#### Exercise materials
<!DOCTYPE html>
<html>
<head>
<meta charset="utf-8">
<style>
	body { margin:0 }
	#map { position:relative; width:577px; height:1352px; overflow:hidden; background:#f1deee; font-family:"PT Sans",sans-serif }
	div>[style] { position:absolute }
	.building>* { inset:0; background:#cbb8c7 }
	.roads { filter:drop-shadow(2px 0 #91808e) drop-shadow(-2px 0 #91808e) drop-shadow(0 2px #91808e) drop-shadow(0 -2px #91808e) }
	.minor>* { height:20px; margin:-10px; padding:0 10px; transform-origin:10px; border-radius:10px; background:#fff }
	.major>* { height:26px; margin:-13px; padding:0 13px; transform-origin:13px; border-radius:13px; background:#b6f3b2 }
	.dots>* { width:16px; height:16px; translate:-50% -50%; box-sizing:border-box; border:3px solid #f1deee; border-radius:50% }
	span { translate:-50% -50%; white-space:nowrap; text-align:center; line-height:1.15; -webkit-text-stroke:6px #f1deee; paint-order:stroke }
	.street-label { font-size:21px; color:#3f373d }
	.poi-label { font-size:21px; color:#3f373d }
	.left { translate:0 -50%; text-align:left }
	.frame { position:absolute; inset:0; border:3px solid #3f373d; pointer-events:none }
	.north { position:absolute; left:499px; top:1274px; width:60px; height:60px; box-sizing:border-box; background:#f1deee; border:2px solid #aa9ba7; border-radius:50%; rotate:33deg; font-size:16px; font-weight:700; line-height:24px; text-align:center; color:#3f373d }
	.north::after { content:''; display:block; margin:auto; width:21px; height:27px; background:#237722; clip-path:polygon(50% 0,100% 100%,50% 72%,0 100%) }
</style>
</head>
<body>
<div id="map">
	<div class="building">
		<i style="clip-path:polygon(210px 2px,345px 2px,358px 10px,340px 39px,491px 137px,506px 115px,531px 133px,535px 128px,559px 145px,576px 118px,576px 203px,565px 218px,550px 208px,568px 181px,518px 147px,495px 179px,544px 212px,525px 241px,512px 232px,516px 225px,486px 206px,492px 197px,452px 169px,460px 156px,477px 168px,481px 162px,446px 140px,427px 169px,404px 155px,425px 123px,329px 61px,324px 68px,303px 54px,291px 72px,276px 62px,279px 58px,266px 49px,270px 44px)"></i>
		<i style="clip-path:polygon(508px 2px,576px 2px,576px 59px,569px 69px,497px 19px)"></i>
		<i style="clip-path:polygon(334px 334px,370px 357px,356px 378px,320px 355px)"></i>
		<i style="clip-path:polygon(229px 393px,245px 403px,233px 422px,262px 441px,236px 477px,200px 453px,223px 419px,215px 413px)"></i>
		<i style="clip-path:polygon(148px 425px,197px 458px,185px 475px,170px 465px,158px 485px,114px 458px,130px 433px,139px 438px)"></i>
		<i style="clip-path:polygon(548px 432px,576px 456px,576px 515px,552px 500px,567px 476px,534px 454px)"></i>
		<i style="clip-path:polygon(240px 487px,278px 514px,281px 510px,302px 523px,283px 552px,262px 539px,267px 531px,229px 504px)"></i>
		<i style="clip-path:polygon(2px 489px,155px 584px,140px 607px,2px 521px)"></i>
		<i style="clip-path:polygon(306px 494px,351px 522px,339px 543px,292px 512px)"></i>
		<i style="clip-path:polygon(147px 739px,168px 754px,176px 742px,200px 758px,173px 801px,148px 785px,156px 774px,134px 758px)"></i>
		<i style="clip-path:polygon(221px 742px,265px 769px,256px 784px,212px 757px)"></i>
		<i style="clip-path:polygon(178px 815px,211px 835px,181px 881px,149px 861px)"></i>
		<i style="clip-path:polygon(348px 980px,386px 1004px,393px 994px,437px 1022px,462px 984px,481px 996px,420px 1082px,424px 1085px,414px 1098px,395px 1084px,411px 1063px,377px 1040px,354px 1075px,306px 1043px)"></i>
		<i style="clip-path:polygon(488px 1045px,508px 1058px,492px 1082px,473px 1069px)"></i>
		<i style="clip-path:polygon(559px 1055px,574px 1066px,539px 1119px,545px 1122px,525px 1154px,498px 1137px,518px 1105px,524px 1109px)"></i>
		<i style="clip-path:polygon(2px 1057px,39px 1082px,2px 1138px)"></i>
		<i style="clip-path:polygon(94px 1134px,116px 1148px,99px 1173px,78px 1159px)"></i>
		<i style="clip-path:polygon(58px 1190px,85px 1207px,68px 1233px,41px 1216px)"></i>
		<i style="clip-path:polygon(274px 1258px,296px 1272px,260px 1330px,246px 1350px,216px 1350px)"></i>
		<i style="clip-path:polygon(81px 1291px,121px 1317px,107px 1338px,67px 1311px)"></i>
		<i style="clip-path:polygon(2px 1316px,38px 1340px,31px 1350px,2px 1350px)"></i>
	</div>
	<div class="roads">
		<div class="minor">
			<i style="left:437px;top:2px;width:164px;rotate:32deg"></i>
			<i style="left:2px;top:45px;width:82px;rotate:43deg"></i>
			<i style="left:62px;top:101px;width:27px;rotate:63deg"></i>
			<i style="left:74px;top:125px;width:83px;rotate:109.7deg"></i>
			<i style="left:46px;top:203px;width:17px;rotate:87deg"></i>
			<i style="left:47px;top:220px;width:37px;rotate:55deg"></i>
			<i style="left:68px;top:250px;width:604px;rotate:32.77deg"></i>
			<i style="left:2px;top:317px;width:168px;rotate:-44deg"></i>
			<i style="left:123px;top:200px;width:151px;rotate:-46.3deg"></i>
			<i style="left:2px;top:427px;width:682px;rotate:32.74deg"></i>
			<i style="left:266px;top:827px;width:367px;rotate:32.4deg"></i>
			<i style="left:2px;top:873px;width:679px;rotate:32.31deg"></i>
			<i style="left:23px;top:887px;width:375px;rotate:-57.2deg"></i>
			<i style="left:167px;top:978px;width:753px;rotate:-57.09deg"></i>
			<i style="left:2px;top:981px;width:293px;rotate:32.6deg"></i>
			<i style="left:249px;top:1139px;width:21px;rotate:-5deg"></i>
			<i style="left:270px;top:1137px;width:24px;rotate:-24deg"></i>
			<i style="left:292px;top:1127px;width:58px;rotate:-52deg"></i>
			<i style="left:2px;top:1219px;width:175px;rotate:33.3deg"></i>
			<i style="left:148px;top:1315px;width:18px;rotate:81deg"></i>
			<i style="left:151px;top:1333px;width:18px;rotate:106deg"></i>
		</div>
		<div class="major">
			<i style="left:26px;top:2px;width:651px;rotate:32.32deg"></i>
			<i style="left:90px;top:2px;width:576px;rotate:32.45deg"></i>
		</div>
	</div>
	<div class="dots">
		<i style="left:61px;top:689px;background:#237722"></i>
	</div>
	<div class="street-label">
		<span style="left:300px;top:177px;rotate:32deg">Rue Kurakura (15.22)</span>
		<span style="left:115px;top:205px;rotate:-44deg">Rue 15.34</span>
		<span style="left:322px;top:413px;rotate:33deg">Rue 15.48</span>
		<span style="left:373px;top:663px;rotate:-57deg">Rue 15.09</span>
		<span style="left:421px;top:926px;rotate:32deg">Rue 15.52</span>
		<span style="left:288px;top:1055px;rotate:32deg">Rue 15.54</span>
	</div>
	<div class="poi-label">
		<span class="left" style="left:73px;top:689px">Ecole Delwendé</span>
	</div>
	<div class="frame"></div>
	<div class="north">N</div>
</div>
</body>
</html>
########
#### Exercise materials
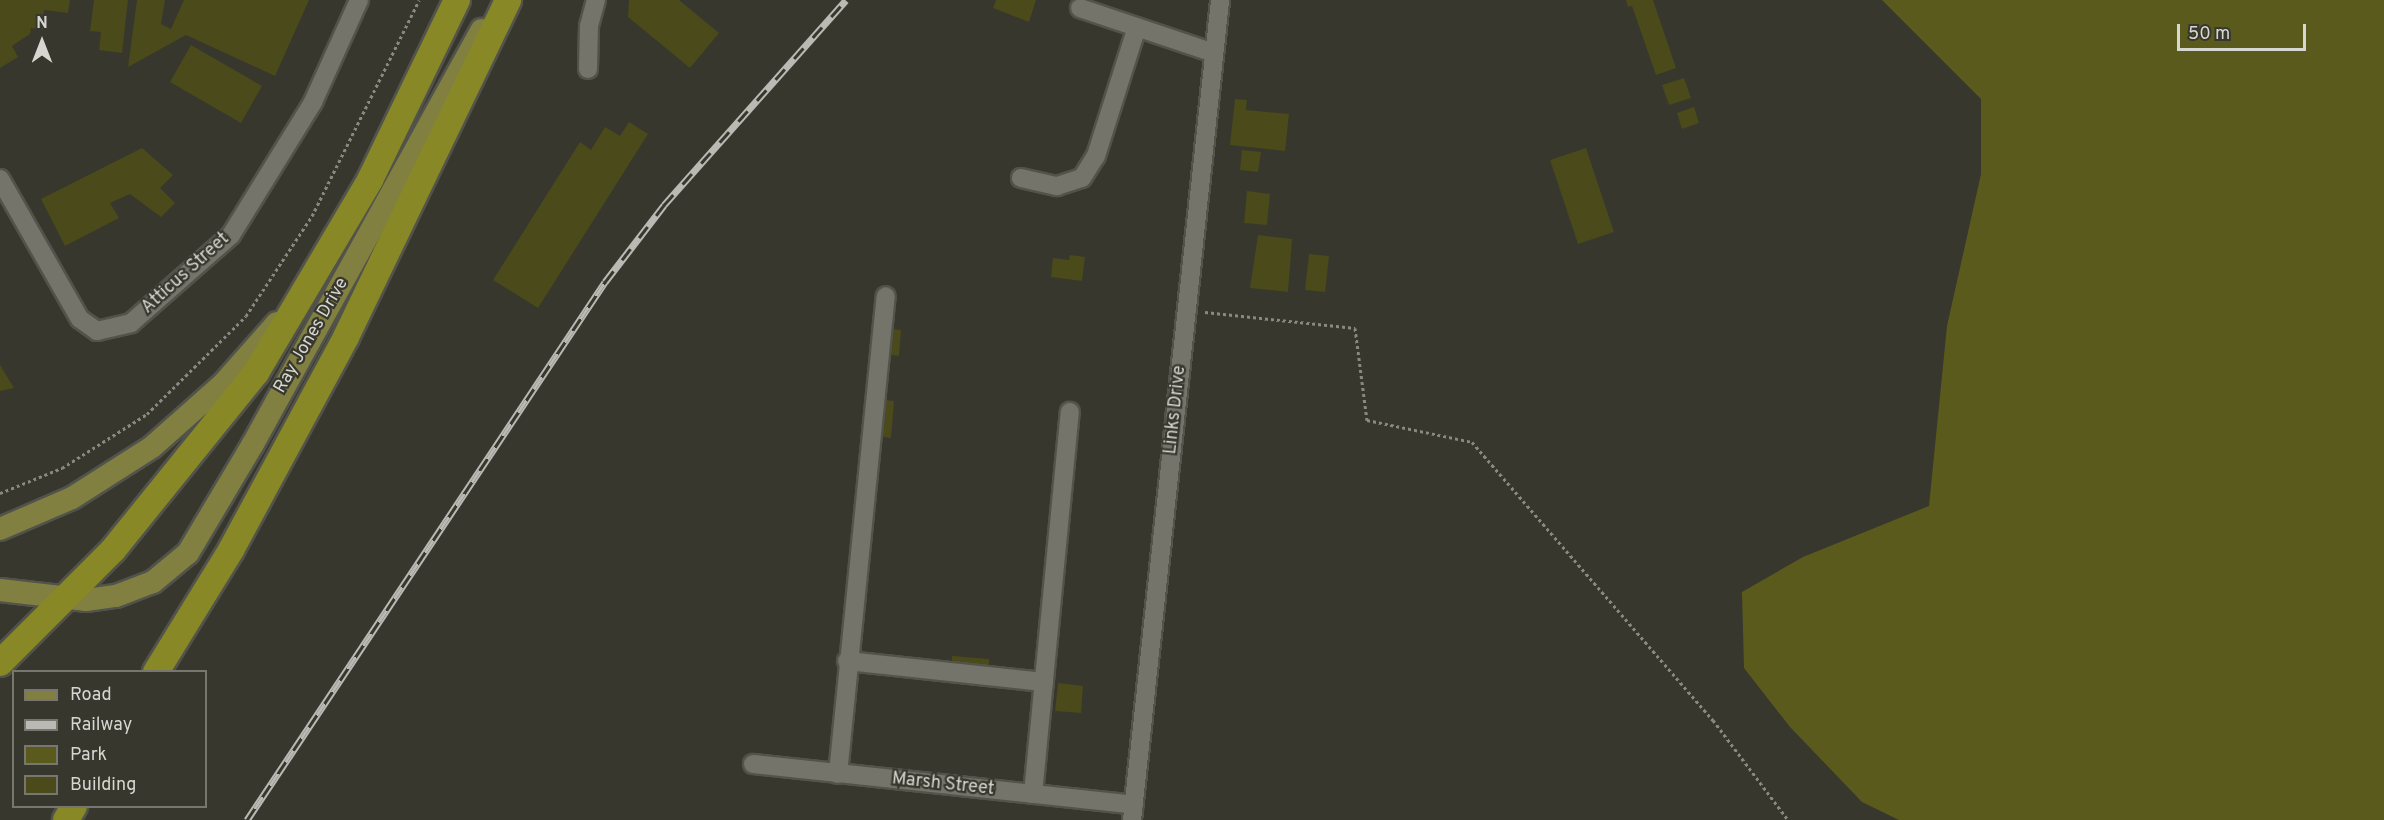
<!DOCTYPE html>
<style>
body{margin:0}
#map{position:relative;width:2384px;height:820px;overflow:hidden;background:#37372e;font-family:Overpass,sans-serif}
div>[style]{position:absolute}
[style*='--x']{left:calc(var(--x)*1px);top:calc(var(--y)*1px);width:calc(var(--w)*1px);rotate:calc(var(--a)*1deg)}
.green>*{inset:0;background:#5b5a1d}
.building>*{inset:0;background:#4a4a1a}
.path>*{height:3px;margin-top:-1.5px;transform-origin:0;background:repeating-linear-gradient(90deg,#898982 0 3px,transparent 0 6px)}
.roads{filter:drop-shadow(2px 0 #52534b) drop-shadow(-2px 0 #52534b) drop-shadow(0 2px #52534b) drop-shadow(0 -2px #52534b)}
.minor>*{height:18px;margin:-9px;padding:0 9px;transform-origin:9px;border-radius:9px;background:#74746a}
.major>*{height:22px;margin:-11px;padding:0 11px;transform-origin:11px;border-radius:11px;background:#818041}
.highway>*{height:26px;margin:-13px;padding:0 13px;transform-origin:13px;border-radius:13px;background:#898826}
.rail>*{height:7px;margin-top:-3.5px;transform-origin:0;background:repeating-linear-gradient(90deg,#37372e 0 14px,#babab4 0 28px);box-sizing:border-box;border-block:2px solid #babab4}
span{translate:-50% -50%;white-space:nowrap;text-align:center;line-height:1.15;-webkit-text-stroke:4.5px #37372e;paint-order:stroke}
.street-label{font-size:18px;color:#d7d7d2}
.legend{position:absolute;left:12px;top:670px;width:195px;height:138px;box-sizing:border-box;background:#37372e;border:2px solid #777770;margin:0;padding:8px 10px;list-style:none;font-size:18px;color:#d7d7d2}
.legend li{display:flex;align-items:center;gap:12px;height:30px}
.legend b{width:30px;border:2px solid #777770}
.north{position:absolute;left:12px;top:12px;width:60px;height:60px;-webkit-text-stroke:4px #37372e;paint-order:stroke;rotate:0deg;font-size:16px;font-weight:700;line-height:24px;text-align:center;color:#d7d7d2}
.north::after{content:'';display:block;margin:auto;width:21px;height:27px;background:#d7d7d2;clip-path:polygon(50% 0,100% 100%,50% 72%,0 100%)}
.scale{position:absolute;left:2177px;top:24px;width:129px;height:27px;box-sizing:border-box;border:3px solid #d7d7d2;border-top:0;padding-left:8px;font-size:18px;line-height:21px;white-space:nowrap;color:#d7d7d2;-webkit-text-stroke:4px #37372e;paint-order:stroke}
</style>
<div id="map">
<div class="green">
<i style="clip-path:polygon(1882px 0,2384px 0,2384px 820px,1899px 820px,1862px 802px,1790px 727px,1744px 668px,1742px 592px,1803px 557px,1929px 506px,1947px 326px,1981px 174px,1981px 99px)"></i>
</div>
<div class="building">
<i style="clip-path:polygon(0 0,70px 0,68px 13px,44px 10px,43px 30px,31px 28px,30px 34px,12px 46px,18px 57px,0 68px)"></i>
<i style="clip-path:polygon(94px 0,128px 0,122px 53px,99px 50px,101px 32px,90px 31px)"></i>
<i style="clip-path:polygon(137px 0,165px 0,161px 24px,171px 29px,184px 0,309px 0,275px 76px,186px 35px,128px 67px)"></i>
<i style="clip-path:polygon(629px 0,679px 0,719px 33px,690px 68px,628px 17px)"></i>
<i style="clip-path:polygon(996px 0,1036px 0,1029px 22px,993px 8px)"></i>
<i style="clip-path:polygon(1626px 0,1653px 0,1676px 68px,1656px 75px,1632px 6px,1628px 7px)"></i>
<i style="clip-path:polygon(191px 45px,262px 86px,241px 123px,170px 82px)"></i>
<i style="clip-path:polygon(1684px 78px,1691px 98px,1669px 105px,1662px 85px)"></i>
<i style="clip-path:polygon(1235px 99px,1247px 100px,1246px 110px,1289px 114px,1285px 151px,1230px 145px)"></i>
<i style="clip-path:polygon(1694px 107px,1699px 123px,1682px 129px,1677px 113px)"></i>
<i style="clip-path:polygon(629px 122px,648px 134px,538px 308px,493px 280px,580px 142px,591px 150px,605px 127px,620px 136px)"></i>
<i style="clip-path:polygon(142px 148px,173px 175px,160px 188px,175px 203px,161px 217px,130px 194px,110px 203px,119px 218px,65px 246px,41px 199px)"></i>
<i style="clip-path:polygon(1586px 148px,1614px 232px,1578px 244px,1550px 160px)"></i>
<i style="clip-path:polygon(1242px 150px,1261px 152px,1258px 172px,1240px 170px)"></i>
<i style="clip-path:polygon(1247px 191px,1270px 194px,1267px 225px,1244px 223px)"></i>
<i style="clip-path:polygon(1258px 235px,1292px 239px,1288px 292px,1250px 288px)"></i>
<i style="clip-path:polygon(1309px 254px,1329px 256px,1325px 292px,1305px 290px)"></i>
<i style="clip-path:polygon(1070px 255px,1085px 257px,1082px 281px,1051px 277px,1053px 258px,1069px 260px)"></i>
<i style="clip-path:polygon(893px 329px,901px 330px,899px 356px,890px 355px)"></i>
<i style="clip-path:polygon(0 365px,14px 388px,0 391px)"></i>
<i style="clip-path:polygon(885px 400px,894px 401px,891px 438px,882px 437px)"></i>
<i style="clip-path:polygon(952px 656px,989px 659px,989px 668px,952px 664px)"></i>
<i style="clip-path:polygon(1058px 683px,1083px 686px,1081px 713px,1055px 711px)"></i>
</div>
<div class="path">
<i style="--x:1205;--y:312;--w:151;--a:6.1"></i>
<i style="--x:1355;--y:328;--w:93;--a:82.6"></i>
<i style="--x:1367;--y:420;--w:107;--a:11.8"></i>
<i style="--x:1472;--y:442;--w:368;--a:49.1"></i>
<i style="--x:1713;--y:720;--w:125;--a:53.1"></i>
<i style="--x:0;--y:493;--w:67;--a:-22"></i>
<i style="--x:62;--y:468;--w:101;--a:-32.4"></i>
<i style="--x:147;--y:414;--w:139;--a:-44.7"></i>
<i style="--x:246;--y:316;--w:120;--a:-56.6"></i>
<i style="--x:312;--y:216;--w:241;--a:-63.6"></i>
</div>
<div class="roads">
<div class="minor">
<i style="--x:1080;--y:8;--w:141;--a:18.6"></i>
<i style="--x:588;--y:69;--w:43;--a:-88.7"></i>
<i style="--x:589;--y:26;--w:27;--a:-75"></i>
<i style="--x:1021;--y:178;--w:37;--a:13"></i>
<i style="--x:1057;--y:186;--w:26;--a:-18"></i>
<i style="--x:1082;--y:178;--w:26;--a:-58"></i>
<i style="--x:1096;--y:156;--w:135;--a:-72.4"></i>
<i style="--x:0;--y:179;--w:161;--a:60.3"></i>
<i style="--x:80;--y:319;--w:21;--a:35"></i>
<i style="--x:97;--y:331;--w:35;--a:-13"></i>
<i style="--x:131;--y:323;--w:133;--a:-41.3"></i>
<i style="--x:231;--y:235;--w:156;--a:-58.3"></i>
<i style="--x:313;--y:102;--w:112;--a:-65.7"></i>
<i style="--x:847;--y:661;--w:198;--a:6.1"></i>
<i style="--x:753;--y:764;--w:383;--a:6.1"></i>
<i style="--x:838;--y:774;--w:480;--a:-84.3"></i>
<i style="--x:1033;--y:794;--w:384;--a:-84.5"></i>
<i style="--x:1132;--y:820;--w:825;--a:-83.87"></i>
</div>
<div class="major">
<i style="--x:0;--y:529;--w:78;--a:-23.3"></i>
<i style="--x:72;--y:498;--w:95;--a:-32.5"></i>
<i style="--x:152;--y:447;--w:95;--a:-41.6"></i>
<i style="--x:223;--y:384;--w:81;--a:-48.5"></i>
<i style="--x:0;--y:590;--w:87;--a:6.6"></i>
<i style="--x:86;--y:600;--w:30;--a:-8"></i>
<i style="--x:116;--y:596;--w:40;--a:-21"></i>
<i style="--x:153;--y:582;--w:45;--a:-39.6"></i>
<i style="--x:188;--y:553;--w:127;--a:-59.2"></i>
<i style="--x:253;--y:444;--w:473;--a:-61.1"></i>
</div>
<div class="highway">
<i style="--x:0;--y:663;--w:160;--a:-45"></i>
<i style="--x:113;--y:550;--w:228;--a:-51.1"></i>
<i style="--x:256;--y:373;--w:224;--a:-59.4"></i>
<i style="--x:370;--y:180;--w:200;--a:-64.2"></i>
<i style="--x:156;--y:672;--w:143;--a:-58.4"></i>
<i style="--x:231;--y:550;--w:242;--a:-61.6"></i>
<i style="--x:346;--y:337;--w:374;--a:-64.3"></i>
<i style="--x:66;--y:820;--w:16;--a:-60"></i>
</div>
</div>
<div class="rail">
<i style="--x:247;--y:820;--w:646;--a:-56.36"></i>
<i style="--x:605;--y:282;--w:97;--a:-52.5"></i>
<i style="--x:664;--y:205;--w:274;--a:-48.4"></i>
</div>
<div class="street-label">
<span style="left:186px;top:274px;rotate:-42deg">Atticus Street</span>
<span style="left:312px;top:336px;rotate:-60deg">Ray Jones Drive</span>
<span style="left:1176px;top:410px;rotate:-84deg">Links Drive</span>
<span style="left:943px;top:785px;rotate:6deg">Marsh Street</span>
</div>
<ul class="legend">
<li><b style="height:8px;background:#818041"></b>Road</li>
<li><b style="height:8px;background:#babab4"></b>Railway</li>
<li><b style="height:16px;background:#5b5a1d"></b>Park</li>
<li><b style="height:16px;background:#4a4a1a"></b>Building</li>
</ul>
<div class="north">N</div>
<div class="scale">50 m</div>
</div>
########
In the listing above, find every line with the word "serif" and copy it out.

Exercise output:
	#map { position:relative; width:577px; height:1352px; overflow:hidden; background:#f1deee; font-family:"PT Sans",sans-serif }
#map{position:relative;width:2384px;height:820px;overflow:hidden;background:#37372e;font-family:Overpass,sans-serif}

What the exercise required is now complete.